As a final touch, he opted for a block of colored sandstone to create the master figure for each low-poly -- or graphically low-quality -- figurine of the entire game's cast of characters -- matching how they all looked on the original PlayStation 15 years ago (which, for the record, was terrible by modern gaming standards). The style resounded wondrously with fans, who have long had to settle for Square's more realistic-looking and expensive plastic versions.
Printed with Shapeways' $60,000 Z-Corp color printer, Baldwin's creations -- which he does predominantly with 3D-graphics software Maya -- took a significant jump, from hobbyist toy to full-blown consumer-grade product.
Why FFVII of all titles? "It was a groundbreaking game, and it had a lot of influence on me while growing up," Baldwin said. "It is the most memorable game I've ever played. A lot of fans probably feel that same way. There's just an air of nostalgia that we all feel when hearing the music or seeing the original characters."
Baldwin was selling his figurines for anywhere from $14 to $30, with the prices varying depending on the figure's size. One especially large figure -- a deity on horseback -- went for $60, but it was made more as a test and no one actually purchased it in the two days it was offered for sale.
"I did all I could to reduce the cost," Baldwin said. "I spent hours making the models hollow to cut on the volume, and I reduced the markup to almost nothing on big figures like Barret, just so that people could get the whole set a bit more easily."
In the weeks the figurines were available for purchase through Shapeways, Baldwin sold a healthy amount, though he declined to talk specific numbers. That of course meant Baldwin was making a profit on products based on someone else's designs and covered by a company's copyrights. Baldwin says, however, that the amount of effort put in to perfecting the physical models, which required heavy prototyping and hours of CG work, was the reason for any markup in the first place.
-- Joaquin Baldwin
As for Shapeways' take on the impending legal ramifications of 3D printing, the company declined to speak specifically on the matter of Square Enix's takedown.
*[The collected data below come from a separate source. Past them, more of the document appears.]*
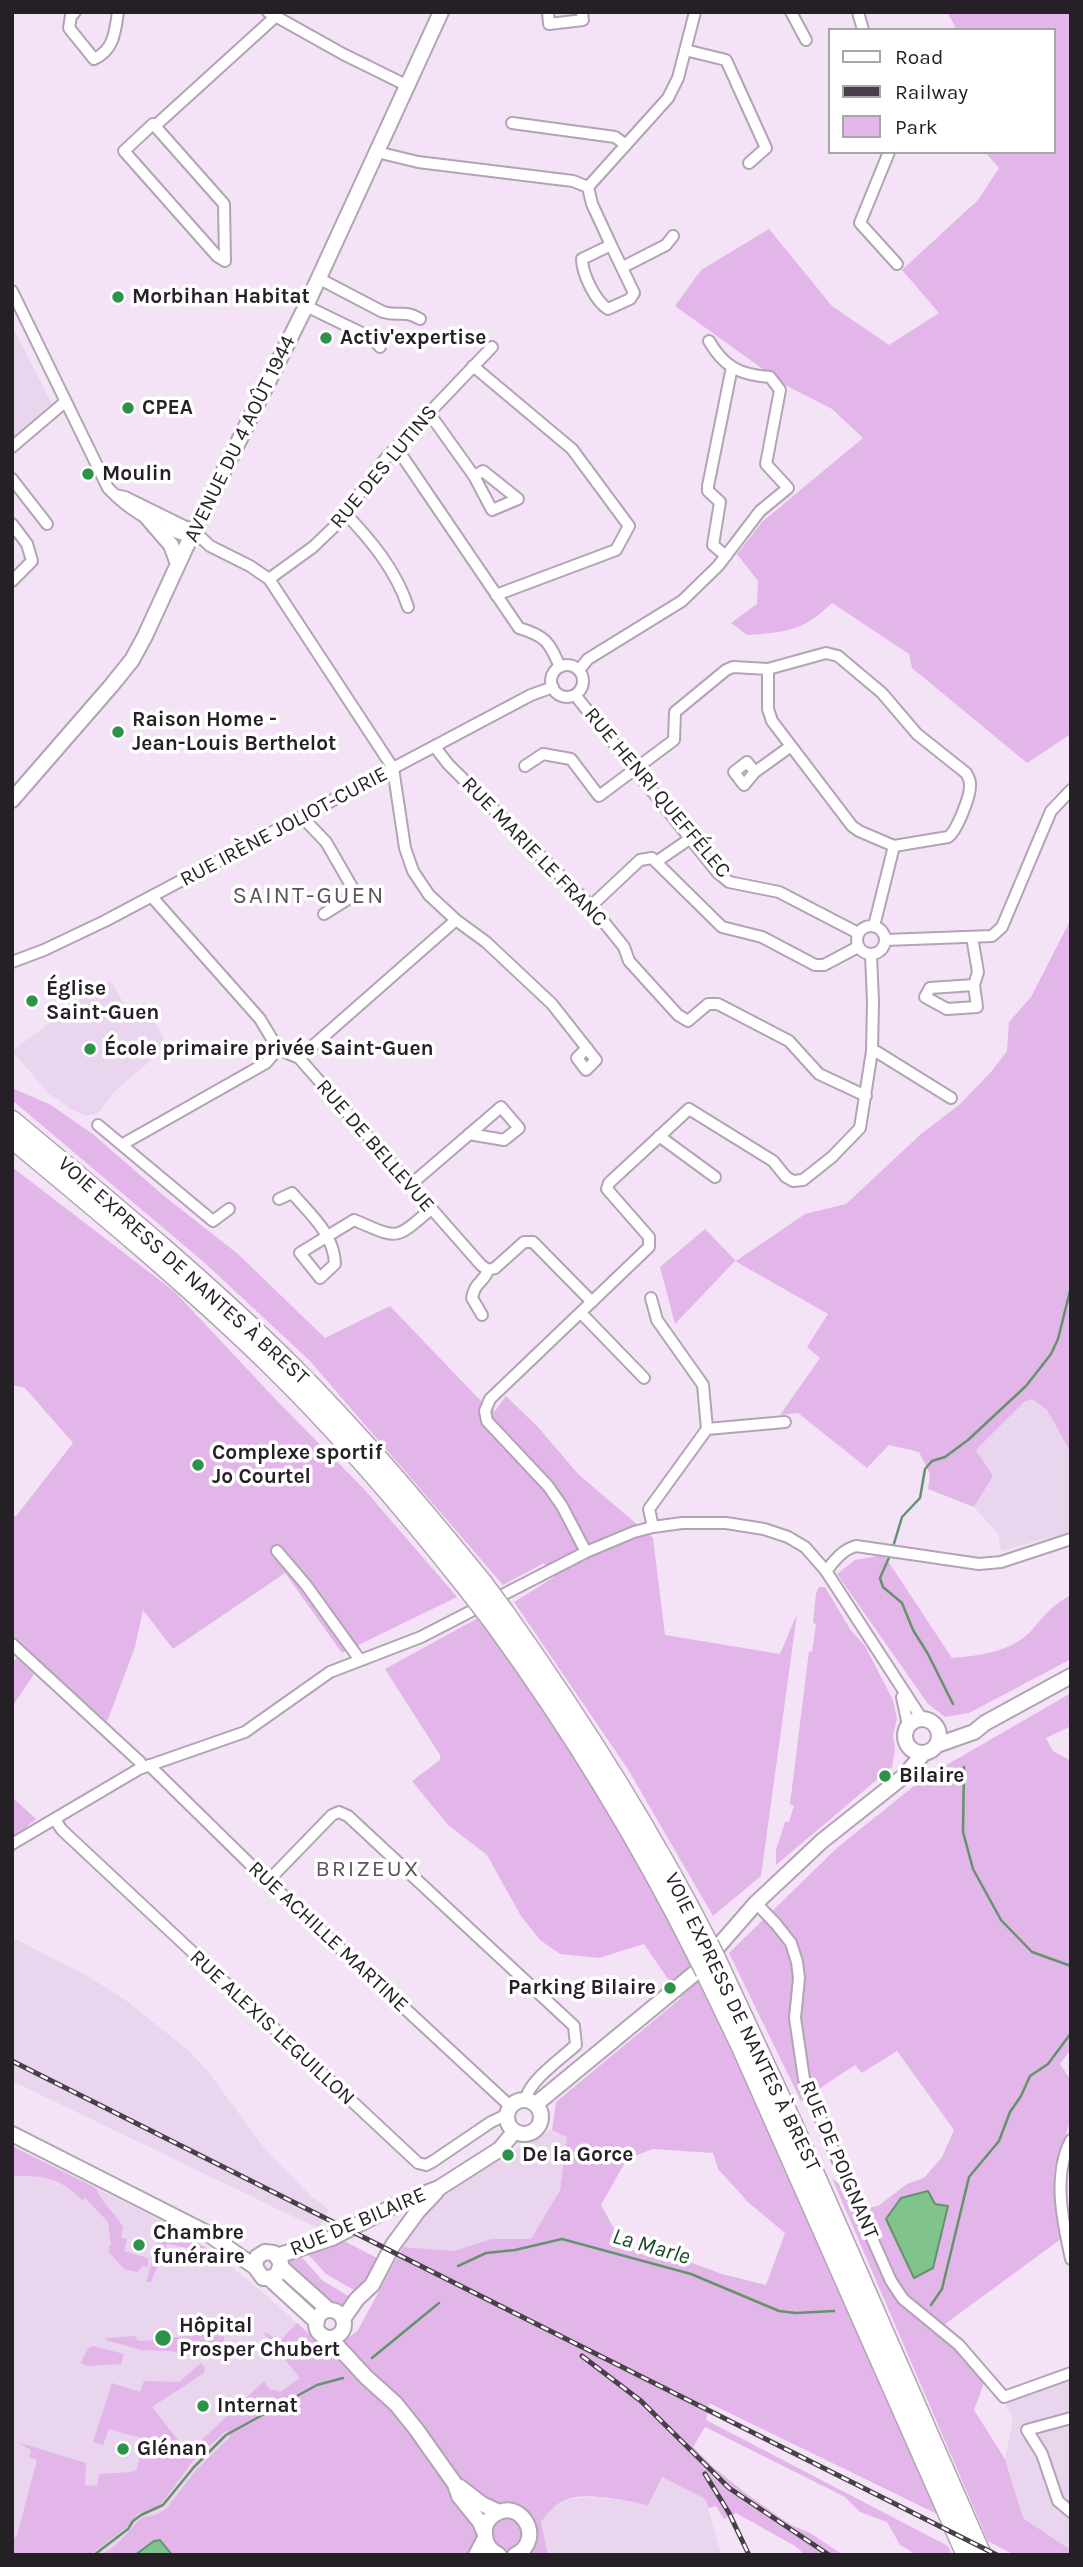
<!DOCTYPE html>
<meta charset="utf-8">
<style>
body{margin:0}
#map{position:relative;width:1083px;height:2567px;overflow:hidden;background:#f4e3f6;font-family:Karla,sans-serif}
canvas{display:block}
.frame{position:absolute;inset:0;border:14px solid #251f26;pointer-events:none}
.legend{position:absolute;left:828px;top:28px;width:228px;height:126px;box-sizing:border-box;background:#fff;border:2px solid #a8a5a8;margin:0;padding:9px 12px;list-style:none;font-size:21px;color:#251f26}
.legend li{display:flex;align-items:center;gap:14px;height:35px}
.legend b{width:35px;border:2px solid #a8a5a8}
</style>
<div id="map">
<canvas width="1083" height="2567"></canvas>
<div class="frame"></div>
<ul class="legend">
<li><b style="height:9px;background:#fff"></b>Road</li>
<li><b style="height:9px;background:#484049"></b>Railway</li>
<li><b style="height:19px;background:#e3b6e9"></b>Park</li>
</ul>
</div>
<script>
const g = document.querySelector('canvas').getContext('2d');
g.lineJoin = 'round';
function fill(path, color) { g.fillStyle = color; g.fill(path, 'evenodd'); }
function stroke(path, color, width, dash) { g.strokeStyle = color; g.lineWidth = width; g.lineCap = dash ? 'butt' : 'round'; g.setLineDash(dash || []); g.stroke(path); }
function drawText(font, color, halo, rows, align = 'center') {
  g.font = font + ' Karla,sans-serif'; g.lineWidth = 7; g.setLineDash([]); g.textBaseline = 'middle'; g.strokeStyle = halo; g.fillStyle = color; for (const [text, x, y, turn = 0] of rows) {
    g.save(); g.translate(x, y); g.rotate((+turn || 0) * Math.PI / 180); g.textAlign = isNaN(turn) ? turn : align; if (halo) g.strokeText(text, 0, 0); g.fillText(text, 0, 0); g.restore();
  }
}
fill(new Path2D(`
 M12,326L52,404L12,440Z
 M110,980L129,1012L144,1003L168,1046L117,1089L97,1114L86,1116L73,1110L49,1094L12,1051L79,1001Z
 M1032,1399L1047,1409L1071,1453V1532L1001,1551L998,1534L974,1507L993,1476L976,1450L1023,1402Z
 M12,1937L89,1977L128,2002L188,2050L206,2069L266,2150L311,2196L329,2209L319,2229L12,2081Z
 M551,2130L567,2136L560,2190L531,2239H491L454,2251L403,2247L427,2206L522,2145Z
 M12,2146L180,2230L215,2253L266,2295L361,2381L445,2555H12Z
 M1071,2378V2550L1023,2518L1005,2459L1013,2421L1005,2401Z
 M662,2477L706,2499L721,2555H548L541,2522L552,2508L567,2499L598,2497L647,2504Z`), '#ead5ee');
fill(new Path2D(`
 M947,12H1071V734L1027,763L912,668L909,654L832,603C802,632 786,632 747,635L731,623L757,604L758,581L737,554L762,522L863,438L832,409L785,385L675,306L701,270L769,229L832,306L889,345L939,313L902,270L978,200L999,168L985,152H1053V30H957Z
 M1071,919V1453L1047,1410L1032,1399L1024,1402L976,1450L993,1476L974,1507L928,1489L930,1474L919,1452L889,1445L867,1468L798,1413L780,1415L820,1358L807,1347L828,1314L735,1261L675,1324L660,1267L705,1229L736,1261L805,1214L846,1204L921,1134L959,1105L991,1072L1007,1051L1009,1022L1031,997Z
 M12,1088L51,1105L94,1135L163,1195L238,1254L325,1338L390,1306L477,1397L495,1411L506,1396L538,1427L578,1474L653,1538L665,1635L780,1654L797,1614L761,1876L713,1916L629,1771L514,1602L554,1577L544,1563L503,1585L310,1361L206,1264L12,1100Z
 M12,1167L175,1292L279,1403L363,1488L457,1597L342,1653L285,1573L173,1649L143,1610L135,1647L107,1722L12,1636V1516H16L73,1443L25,1388L12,1385Z
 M884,1555L952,1658C977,1656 1011,1652 1030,1632C1043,1617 1053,1604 1071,1595V1659L969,1713L945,1717L928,1704L837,1574L855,1560Z
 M819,1587H825L850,1629L865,1646L893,1700L897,1719L893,1735L895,1749L892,1767L776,1865V1850L785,1822H789L794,1806L790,1804L809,1651L812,1652L816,1625L813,1622L816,1594Z
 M478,1618C529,1688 579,1759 623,1833C683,1936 733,2046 782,2155C835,2275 886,2394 937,2514L709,2403L706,2420L948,2546L952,2555H917L900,2545L887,2522L860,2512L845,2497L705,2427L693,2447L713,2467L748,2495L791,2525L810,2533L843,2555H805L795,2546L736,2513L724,2519L716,2506L709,2508L705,2499L662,2477L648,2505C625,2501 586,2491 565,2500C554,2505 548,2513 541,2522L548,2555H101L115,2546L142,2517L155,2515L166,2509L196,2470L230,2437L226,2431L192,2462L162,2503L153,2510L139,2513L126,2528L90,2555H12V2541L17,2535L37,2460L29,2457L31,2450L17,2442L86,2463L85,2485L97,2486L99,2474L131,2472L137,2469L144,2439L109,2429L103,2445L93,2442L112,2383L140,2392L144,2381L179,2382L201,2363L205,2368L204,2373L152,2407L188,2453L264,2381L271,2391L273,2389L280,2392L300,2378L264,2334L266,2332L279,2342L297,2323L330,2353L358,2330L403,2247L454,2251L491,2239H531L560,2190L567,2137L552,2130L556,2102L681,1998L644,1944L599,1958L560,1954L540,1940L521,1916L487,1855L448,1825L412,1781L440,1760V1755L385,1669ZM653,2149L713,2153L718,2169L749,2203L785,2233L766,2285L722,2274L658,2250L646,2256L623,2245L601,2205L627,2159Z
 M17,1658L34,1674L12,1707V1662Z
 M1071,1693V1726L1046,1738L1053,1751L1071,1761V2049L1060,2064L1071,2080V2119L1054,2171L1061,2239L945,2324L989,2370L974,2410L1005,2459L1023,2518L1071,2550V2555H1014L988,2541L832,2178L866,2208L878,2206L907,2184L924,2178L942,2157L954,2130L897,2051L862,2073L855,2065L801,2101L729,1953L838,1847L924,1778ZM928,2192L935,2204L948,2206L933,2267L914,2278Z
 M12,1797L36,1819L12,1839Z
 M12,2146L96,2188C101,2203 115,2212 123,2227L121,2237L127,2239L124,2251L148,2258V2267L143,2266L137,2272L124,2269L109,2252V2246L111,2245L108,2222L85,2198L82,2200C57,2176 45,2176 12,2176Z
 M160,2221L215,2253L217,2259L208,2252L167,2244L151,2282H146L161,2234L156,2232Z
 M344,2241L381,2260L359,2293L326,2274L305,2251Z
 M298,2253L323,2281L352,2298L345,2311L326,2303L289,2267L285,2257Z
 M204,2334L224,2335V2354L216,2358L168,2351L141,2350L106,2340L107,2338L136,2336L137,2340L143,2341Z
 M93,2346L124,2354L121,2364L87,2366L81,2363L88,2348Z`), '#e3b6e9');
const water = new Path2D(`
 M928,2191L935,2204L948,2206L933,2268L914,2278L886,2219L901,2198Z
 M160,2540L172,2555H135L154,2541Z`);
fill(water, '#81c38c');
stroke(water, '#65926d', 2);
stroke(new Path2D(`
 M893,1547L902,1517L920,1498L925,1469L932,1461L945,1457L968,1440L1026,1386L1051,1354L1058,1339L1071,1287
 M891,1553L880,1578L883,1587L902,1603L913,1630L928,1654L953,1704
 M964,1767L963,1832L973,1869L1001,1920L1032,1952L1071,1966
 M458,2266L486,2253L515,2250L562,2239L691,2274L779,2311L796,2313L834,2311
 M931,2305L942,2289L969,2177L999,2141L1010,2112L1021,2096L1030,2076L1048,2064L1071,2033
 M372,2358L439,2303
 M94,2555L128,2529L133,2521L141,2515L163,2505L194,2467L226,2435L317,2385L343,2378`), '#65926d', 2.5);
const minor = new Path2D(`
 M75,12L71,16L69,28L94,59C114,50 115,32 118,12
 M268,12L343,54L408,86
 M548,12L549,24L583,20L582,12
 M791,12L806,40
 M858,12L863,30
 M685,50L726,60L766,148L749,163
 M512,123L615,137L626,145
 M155,126L224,204L225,261L217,256L124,151L153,124L155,126L275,17
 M377,152L418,162L573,181L588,187
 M889,152L860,223L897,264
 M588,187L668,98L678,78L695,12
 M588,187L592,204L611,245
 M611,245L634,293L630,299L608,309C595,301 582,273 582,259Z
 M623,267L666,245L673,236
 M318,278L383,312C400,317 403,309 420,319
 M12,291L108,488C130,512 166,532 198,539
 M306,306L374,339L380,347
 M473,366L572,449L629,526L616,550L496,595
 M429,413L474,476L492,510L518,499L483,471L474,476
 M12,447L65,402
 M396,447L519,628C546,636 549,642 560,667
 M12,479L47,524
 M115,495L125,497L194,531L210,546L250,566L269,579L393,768L405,848L413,871L429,895L456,920L486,942L552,1004L596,1060L586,1070L577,1058L587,1048
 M344,512C370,539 396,570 408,607
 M12,524L27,544L32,561L12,581
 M726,556L713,545L720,502L708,491V486L732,367
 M269,579L313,547L336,525L386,458L492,347
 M551 681a16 16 0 1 1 32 0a16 16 0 1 1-32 0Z
 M579,670L588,659L682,601L718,566L760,511L788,488L766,464L780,390L770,377C740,375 724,367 709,341
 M575,695L718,873L729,882L779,892L858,933
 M435,747L448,764L591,906L624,947L629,961L678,1015L688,1021L708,1004H718L789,1041L819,1074L866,1096
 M525,766L543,754L571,759L599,796L674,740L675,712L726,670L733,667L768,669
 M755,772L747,762L734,772L744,785L755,772L791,746
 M302,817L326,842L356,894L324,914
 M691,838L656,862L722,927L762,937L815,965H824L858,947
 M152,897L260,1019L278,1049L299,1058L481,1265L488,1270L495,1268L524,1242H533L592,1302
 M591,906L640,860L652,858L656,862
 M857 940a14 14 0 1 1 28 0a14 14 0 1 1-28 0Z
 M874,926L894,846L948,837C957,831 971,795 970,784C970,779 968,777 966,773L917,734L882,693L838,656L826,653L768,669V709L772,721L852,826L859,831L894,846
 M972,937L978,972L974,985L977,1007L947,1009L925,997L930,988L974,985
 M885,940L992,936L1002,927L1051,811L1071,790
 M12,962L44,950L105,921L531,695L553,687
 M872,1051L877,1052L951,1098
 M299,1058L456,920
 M98,1125L213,1221L229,1209
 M659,1136L715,1177
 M123,1144L266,1063L278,1049
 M409,1186L501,1107L519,1128L504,1140L469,1134
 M279,1199L292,1193C311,1215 334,1234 335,1264L320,1278L300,1253L354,1220C398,1238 393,1242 430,1210
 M651,1298L657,1320L703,1385L707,1429
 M581,1313L644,1378
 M482,1315L472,1298C475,1281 484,1283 488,1270
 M653,1527L649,1509L707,1429L785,1422
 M277,1551L306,1585L360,1660
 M586,1552L562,1506L548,1486L487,1421L485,1411L490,1399L649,1247V1237L607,1189L609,1183L689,1109L773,1161L786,1177L793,1181L803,1180L832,1157L860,1128L872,1051L873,1002L871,955
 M826,1571C835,1560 842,1550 856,1546L979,1564L1001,1562L1071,1539
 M12,1644L140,1762L143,1767
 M902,1697L908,1725
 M149,1765L259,1873L510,2106
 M55,1820L62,1830L418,2163L426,2165L432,2162L491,2122L506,2115
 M12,1844L139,1769L245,1732L330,1672L421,1637L586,1552L634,1532L653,1527L682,1523H726L764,1529L788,1537L805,1547L826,1571L922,1719
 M268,1881L332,1815L339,1812L348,1816L574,2026L576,2045C563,2057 527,2082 526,2100
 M756,1903L776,1924L791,1943L797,1962L799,1978L795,2018L804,2079L843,2173L891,2281L903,2299L959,2345L1004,2397L1071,2373
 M1071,2140C1052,2176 1063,2222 1071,2259
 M1071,2418L1027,2430L1042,2454L1058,2501L1071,2512`);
const tertiary = new Path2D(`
 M146,516L171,545L178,564
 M12,800L111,686L132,660L145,636L185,549L306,306L441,12
 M905 1736a17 17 0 1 1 34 0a17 17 0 1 1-34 0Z
 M937,1745L974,1732L985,1723L1071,1676
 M507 2117a17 17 0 1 1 34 0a17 17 0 1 1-34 0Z
 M536,2104L695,1973L756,1903L822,1841L904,1776L923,1754
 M12,2134L207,2233L255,2267L263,2278H269L277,2275L281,2263L274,2253L265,2252L257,2257L255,2267
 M277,2256L332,2238L400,2203L439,2188L500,2149L514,2132
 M281,2267L329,2310
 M269,2278L317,2322
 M316 2324a14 14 0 1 1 28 0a14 14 0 1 1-28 0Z
 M343,2319L357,2299L372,2285L393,2245L418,2211L436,2192
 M330,2338L366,2377L396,2404L416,2429L455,2484L459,2496L480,2522L484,2532
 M460,2487L482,2504L499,2512
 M476,2555L485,2538
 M499,2555C491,2551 485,2544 485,2534C484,2526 488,2519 494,2515C519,2496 547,2539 515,2555`);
const trunk = new Path2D(`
 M12,1120C107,1199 203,1278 291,1365C360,1434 423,1509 484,1584
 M12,1139C100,1212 188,1285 269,1364C342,1435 407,1512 470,1592
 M504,1611C580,1718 650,1828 709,1944
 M493,1622C571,1729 639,1840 698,1958
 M716,1958L794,2126L982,2555
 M705,1972L741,2047L966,2555`);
stroke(minor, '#b2a3b5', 14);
stroke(tertiary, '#b2a3b5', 18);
stroke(trunk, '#b2a3b5', 21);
stroke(minor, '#fff', 10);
stroke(tertiary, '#fff', 14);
stroke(trunk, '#fff', 18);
const rail = new Path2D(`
 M12,2061L997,2555
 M582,2356L641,2401L729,2488L829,2555
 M705,2474L729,2513L749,2555`);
stroke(rail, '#484049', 5);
stroke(rail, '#fff', 2.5, [8]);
const trunkBridge = new Path2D(`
 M484,1584L504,1611
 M470,1592L493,1622
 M709,1944L716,1958
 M698,1958L705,1972`);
stroke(trunkBridge, '#b2a3b5', 21, []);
stroke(trunkBridge, '#fff', 18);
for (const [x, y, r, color] of [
 [118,297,7,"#2c9349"],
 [326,338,7,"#2c9349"],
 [128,408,7,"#2c9349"],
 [88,474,7,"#2c9349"],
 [118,732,7,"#2c9349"],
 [32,1001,7,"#2c9349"],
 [90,1049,7,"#2c9349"],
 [198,1465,7,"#2c9349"],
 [885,1776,7,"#2c9349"],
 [670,1988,7,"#2c9349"],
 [508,2155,7,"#2c9349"],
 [139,2245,7,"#2c9349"],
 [163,2338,9,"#2c9349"],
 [203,2406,7,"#2c9349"],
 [123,2449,7,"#2c9349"]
]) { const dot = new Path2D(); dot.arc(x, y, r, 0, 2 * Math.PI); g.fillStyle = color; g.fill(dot); stroke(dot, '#fff', 2.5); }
drawText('bold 21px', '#251f26', '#fff', [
 ["Morbihan Habitat",132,297],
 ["Activ'expertise",340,338],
 ["CPEA",142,408],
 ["Moulin",102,474],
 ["Raison Home -",132,720],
 ["Jean-Louis Berthelot",132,744],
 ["Église",46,989],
 ["Saint-Guen",46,1013],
 ["École primaire privée Saint-Guen",104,1049],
 ["Complexe sportif",212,1453],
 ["Jo Courtel",212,1477],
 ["Bilaire",899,1776],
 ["Parking Bilaire",656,1988,"right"],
 ["De la Gorce",522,2155],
 ["Chambre",153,2233],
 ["funéraire",153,2257],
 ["Hôpital",179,2326],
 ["Prosper Chubert",179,2350],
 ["Internat",217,2406],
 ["Glénan",137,2449]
], 'left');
drawText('21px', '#251f26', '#fff', [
 ["AVENUE DU 4 AOÛT 1944",240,439,-64],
 ["RUE DES LUTINS",384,467,-50],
 ["RUE HENRI QUEFFÉLEC",657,793,50],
 ["RUE IRÈNE JOLIOT-CURIE",284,827,-28],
 ["RUE MARIE LE FRANC",534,852,46],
 ["RUE DE BELLEVUE",375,1146,49],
 ["VOIE EXPRESS DE NANTES À BREST",183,1271,42],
 ["RUE ACHILLE MARTINE",328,1937,43],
 ["VOIE EXPRESS DE NANTES À BREST",742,2022,64],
 ["RUE ALEXIS LEGUILLON",272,2028,43],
 ["RUE DE POIGNANT",839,2160,67],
 ["RUE DE BILAIRE",358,2222,-23]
]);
g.letterSpacing = '2px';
drawText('23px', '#5f5161', '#fff', [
 ["BRIZEUX",368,1869]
]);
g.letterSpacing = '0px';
drawText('italic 23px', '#194925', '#fff', [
 ["La Marle",651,2247,16]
]);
g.letterSpacing = '2px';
drawText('24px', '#5f5161', '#fff', [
 ["SAINT-GUEN",309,896]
]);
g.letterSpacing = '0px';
</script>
But CEO and co-founder Peter Weijmarshausen did provide a statement, saying, "We ask that our community respects the rights of other designers. In order to comply with the DMCA and protect intellectual-property-right owners, we follow a strict takedown process as explained in our Content policy.
"With any new technology that's democratizing access to a tool, infringement is possible, but what we're enabling at Shapeways is a community in which original innovation triumphs."
Baldwin hasn't considered reaching out to Square Enix about a possible partnership. "It'd be cool, but them being such a big company, I don't think it would work out. I'm not a businessman in that sense -- just a fan," he said. "I use Shapeways because that way I don't deal with sales, receipts, and all of that stuff. I just design something and make it available and don't have to worry about it anymore."
He's currently contemplating what to do with the computer models, and even appealed to the Reddit community for info on whether he could post the models online without evoking further legal action from Square Enix -- something he said he's intent on being respectful of from here on out.
Though the hubbub over his creations may prove to be but a footnote in the ultimate history of the legal ramifications of 3D printing and the Maker revolution, Baldwin remains pleased with the products that "exploded the Internet." A complete set of the figures currently sits in his office window, "staring at me while I work every day," he said.
"I'm very proud of them, it's something I always wanted, but I'm sad that a lot of people got excited about them and won't be able to get one of their own."